The request to the Office of Government Ethics was prompted by a story in Forbes last week that raised the possibility that Ross should have disclosed assets worth $2 billion before his confirmation earlier this year.
"It is imperative that Congress and the Office of Government Ethics know the full extent of Mr. Ross's holdings to ensure he is not putting personal gain ahead of the interests of the American people," the six lawmakers, led by Senator Richard Blumenthal, wrote to David Apol, acting director of OGE. Apol did not reply to an email seeking comment.

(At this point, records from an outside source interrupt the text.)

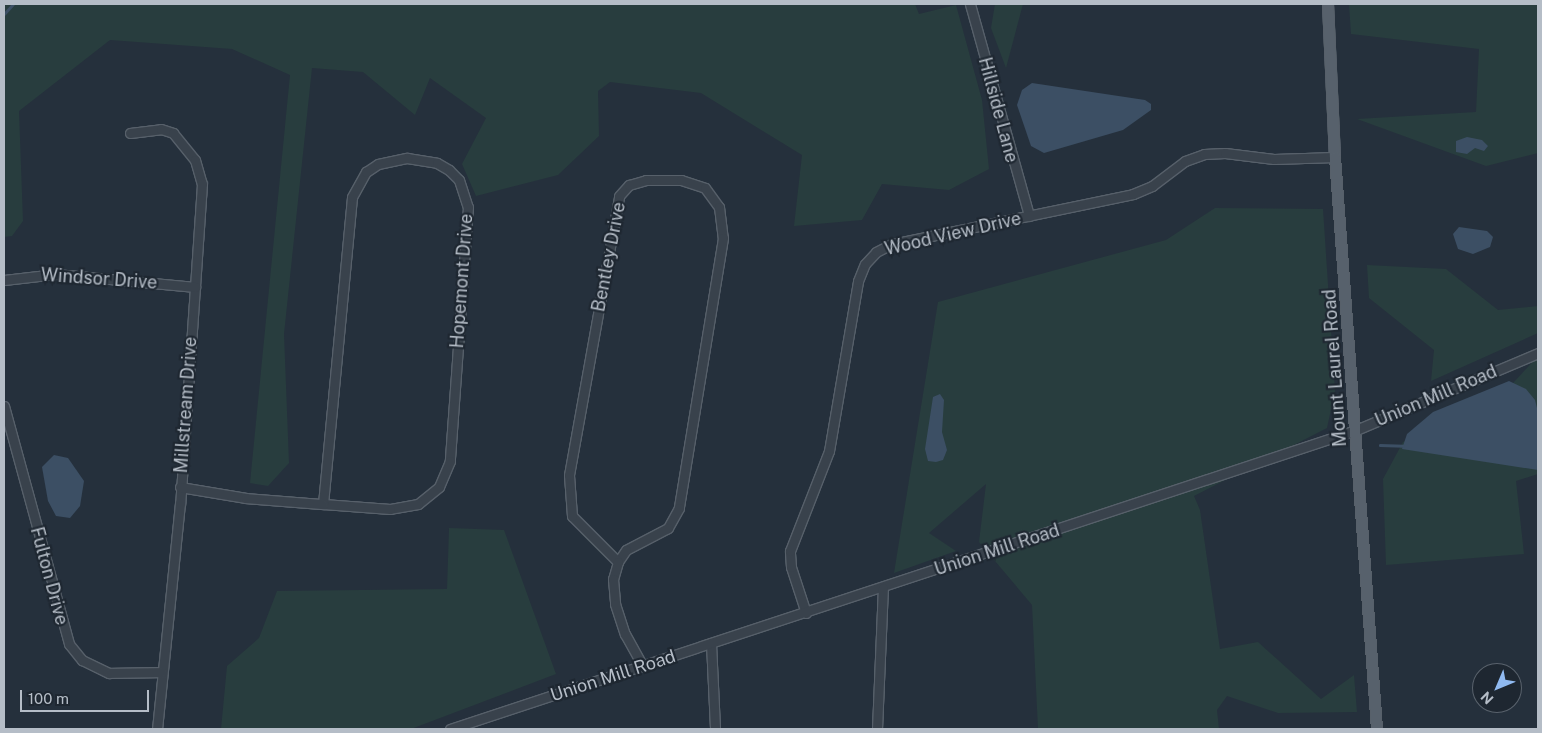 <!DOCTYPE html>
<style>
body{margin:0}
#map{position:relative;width:1542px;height:733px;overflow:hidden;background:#25303c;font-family:"Public Sans",sans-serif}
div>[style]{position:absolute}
.green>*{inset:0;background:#283d3e}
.water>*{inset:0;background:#3c4f64}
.stream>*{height:2.5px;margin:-1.25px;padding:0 1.25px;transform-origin:1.25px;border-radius:1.25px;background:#3c4f64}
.roads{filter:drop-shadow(1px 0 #57606a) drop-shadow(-1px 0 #57606a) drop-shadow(0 1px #57606a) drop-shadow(0 -1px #57606a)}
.minor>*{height:9px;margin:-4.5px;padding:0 4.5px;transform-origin:4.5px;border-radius:4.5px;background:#39424c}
.major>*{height:10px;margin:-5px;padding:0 5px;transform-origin:5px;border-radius:5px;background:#57616c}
span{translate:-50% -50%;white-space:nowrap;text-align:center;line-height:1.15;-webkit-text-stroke:4.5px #1e2731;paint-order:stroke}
.street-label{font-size:18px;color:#b5bdc7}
.frame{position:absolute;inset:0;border:5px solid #b5bdc7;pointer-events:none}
.north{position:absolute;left:1472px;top:663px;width:50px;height:50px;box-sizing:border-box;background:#1e2731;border:1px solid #5a636d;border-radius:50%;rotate:225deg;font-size:14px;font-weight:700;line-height:20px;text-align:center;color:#b5bdc7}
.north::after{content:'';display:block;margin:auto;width:18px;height:22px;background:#90baf1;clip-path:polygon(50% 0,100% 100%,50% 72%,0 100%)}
.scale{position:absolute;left:20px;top:690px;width:129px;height:22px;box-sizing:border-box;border:2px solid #b5bdc7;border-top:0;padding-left:6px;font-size:15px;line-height:18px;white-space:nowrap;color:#b5bdc7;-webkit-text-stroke:4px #1e2731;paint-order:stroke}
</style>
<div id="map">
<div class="green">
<i style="clip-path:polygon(4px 4px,915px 4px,919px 14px,956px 5px,982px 100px,989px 169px,949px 190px,882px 184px,862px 220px,794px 226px,802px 155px,701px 93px,610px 82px,598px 91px,599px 136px,558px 175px,476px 196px,462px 164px,486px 118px,430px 78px,415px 115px,363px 72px,312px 68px,284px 334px,289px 463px,268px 486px,250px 483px,290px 75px,232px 49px,110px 40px,19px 111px,23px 221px,12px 236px,4px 237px)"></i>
<i style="clip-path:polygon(995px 4px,1023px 4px,1006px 68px,991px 28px)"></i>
<i style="clip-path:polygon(1349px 4px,1538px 4px,1538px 153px,1486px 166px,1357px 119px,1476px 112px,1479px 49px,1351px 34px)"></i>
<i style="clip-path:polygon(1215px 208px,1323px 209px,1335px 391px,1327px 428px,1194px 496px,1200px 510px,1220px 649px,1258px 642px,1321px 699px,1354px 675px,1357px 712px,1278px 713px,1227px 696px,1217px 710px,1219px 729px,1038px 729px,1032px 605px,979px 542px,986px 484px,929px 533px,956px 551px,894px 573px,938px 302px,1166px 240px)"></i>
<i style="clip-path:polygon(1367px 265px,1446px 269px,1498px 310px,1538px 306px,1538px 333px,1431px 381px,1434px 350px,1369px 298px)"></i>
<i style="clip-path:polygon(1538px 356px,1538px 474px,1516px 481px,1524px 554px,1386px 565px,1383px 479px,1403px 442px,1502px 395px)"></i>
<i style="clip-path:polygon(449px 528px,504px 530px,556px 674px,411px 729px,221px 729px,227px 666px,259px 638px,277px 591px,447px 589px)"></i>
</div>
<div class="water">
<i style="clip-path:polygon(1032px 83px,1145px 100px,1151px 104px,1151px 110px,1123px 130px,1044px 153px,1031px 146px,1017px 105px,1022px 90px)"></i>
<i style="clip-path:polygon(1467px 137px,1482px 140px,1488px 146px,1484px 151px,1475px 148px,1467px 154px,1456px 152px,1456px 141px)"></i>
<i style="clip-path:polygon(1459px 227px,1487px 231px,1493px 237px,1490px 247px,1473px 254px,1458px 249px,1453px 234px)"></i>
<i style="clip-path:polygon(1509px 381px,1526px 389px,1535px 400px,1538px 412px,1538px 470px,1402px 449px,1407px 434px,1433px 412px)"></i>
<i style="clip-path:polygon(940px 394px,944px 400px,942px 432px,947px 450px,943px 460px,936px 462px,928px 461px,925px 449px,933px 397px)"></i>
<i style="clip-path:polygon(54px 455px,68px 458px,84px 481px,80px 506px,70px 518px,56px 516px,48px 501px,42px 467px)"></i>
</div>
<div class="stream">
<i style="left:4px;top:14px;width:13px;rotate:-48deg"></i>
<i style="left:1380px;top:445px;width:23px;rotate:2deg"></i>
</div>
<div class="roads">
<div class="minor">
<i style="left:970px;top:4px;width:220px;rotate:74.4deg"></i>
<i style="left:130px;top:133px;width:31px;rotate:-7deg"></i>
<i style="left:161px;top:129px;width:13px;rotate:18deg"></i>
<i style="left:173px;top:133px;width:35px;rotate:51deg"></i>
<i style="left:195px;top:160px;width:25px;rotate:74deg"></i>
<i style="left:202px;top:184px;width:320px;rotate:93.9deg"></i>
<i style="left:180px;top:503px;width:227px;rotate:95.8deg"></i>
<i style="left:407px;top:158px;width:30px;rotate:9deg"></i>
<i style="left:437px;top:163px;width:14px;rotate:30deg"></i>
<i style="left:449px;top:170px;width:14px;rotate:45deg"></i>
<i style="left:459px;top:180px;width:28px;rotate:72deg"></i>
<i style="left:468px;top:207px;width:255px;rotate:94.1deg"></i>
<i style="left:450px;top:461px;width:28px;rotate:113deg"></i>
<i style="left:439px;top:487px;width:27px;rotate:141deg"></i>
<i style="left:418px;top:504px;width:28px;rotate:170deg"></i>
<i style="left:390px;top:509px;width:67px;rotate:-175.7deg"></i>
<i style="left:323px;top:504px;width:308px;rotate:-84.6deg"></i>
<i style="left:352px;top:197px;width:29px;rotate:-61deg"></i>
<i style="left:366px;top:172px;width:14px;rotate:-34deg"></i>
<i style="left:378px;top:164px;width:30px;rotate:-12deg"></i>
<i style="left:646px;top:180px;width:35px"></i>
<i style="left:681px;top:180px;width:25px;rotate:18deg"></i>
<i style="left:705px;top:188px;width:24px;rotate:54deg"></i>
<i style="left:719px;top:207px;width:31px;rotate:83deg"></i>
<i style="left:723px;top:238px;width:274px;rotate:99.3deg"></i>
<i style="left:679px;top:508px;width:23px;rotate:119deg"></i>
<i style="left:668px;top:528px;width:47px;rotate:152.4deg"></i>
<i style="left:626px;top:550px;width:14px;rotate:124deg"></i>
<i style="left:618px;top:562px;width:65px;rotate:-135deg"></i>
<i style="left:572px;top:516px;width:41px;rotate:-94.2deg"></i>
<i style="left:569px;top:475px;width:283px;rotate:-79.8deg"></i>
<i style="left:619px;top:196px;width:15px;rotate:-48deg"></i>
<i style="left:629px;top:185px;width:18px;rotate:-16deg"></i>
<i style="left:4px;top:280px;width:52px;rotate:-6.6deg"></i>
<i style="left:56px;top:274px;width:140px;rotate:5.3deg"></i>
<i style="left:4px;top:406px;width:247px;rotate:74.7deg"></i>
<i style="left:69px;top:644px;width:21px;rotate:51deg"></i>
<i style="left:82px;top:660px;width:30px;rotate:26deg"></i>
<i style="left:109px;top:673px;width:53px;rotate:-1.1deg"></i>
<i style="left:180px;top:487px;width:67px;rotate:9.5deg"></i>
<i style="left:246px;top:498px;width:77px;rotate:4.5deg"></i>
<i style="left:618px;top:562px;width:18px;rotate:106deg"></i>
<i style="left:613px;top:579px;width:25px;rotate:85deg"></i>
<i style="left:615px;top:604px;width:32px;rotate:72deg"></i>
<i style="left:625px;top:634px;width:37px;rotate:61deg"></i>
<i style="left:806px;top:613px;width:48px;rotate:-108.1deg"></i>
<i style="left:791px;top:567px;width:16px;rotate:-94deg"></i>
<i style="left:790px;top:551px;width:107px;rotate:-68.7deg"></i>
<i style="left:829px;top:451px;width:172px;rotate:-80.3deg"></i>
<i style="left:858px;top:281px;width:18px;rotate:-68deg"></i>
<i style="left:865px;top:264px;width:16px;rotate:-47deg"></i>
<i style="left:876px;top:252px;width:18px;rotate:-27deg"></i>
<i style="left:892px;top:244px;width:246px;rotate:-11.7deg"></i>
<i style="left:1133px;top:194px;width:21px;rotate:-23deg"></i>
<i style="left:1152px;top:186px;width:41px;rotate:-37.1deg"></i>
<i style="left:1185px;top:161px;width:20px;rotate:-20deg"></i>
<i style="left:1204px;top:154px;width:21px;rotate:-3deg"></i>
<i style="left:1225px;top:153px;width:49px;rotate:7deg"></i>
<i style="left:1274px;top:159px;width:61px;rotate:-1.9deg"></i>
<i style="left:711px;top:643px;width:86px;rotate:87.3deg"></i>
<i style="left:450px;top:729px;width:954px;rotate:-18.26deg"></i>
<i style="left:1356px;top:430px;width:198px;rotate:-22.9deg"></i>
<i style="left:877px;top:729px;width:141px;rotate:-87.6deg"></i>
</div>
<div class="major">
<i style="left:1328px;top:4px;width:153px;rotate:87.4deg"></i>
<i style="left:1335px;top:157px;width:574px;rotate:85.8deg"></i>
</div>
</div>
<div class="street-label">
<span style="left:998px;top:110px;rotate:75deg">Hillside Lane</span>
<span style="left:953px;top:234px;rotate:-13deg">Wood View Drive</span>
<span style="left:609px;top:257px;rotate:-79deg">Bentley Drive</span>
<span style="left:99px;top:279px;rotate:4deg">Windsor Drive</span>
<span style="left:462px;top:281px;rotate:-86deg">Hopemont Drive</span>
<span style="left:1335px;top:368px;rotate:-94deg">Mount Laurel Road</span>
<span style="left:1436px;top:396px;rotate:-23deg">Union Mill Road</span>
<span style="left:186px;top:405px;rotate:-86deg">Millstream Drive</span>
<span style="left:997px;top:550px;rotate:-18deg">Union Mill Road</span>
<span style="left:49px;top:576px;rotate:75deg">Fulton Drive</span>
<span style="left:613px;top:676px;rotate:-18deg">Union Mill Road</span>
</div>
<div class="frame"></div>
<div class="north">N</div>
<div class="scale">100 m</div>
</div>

OGE helps evaluate whether appointees have resolved potential conflicts between their government roles and their financial holdings. Although OGE doesn't have authority to investigate, it can refer matters to inspectors general and the Department of Justice.
At issue is whether Ross should have disclosed $2 billion of assets Forbes said he transferred to a trust. The Democrats want to know when Ross moved the money and whether he controls the trust. Those details will help determine whether Ross possibly violated disclosure rules and conflict laws.
In a statement, the Commerce Department said, "It is unfortunate the inaccuracies in the Forbes story have created the confusion expressed in this letter. The secretary remains committed to the highest ethical standards, and continues to work closely with Commerce ethics officials in service of the department's mission."
Ross may have violated disclosure rules if he intentionally failed to disclose reportable assets or any income from them, said Virginia Canter, executive branch ethics counsel at Citizens for Responsibility and Ethics. (CREW, which policies potential ethics problems in government, is suing President Trump alleging his business interests violate the Constitution.)
Canter pointed out that OGE's financial disclosure requires appointees to list income received above $200 within the reporting period, which in this case includes all of 2015 through December 19, 2016. Even if Ross transferred the assets before the election, he needed to report any income from those assets in that time period if it exceeded $200.
"At the risk of stating the obvious, $2 billion is not a rounding error," Senator Blumenthal said.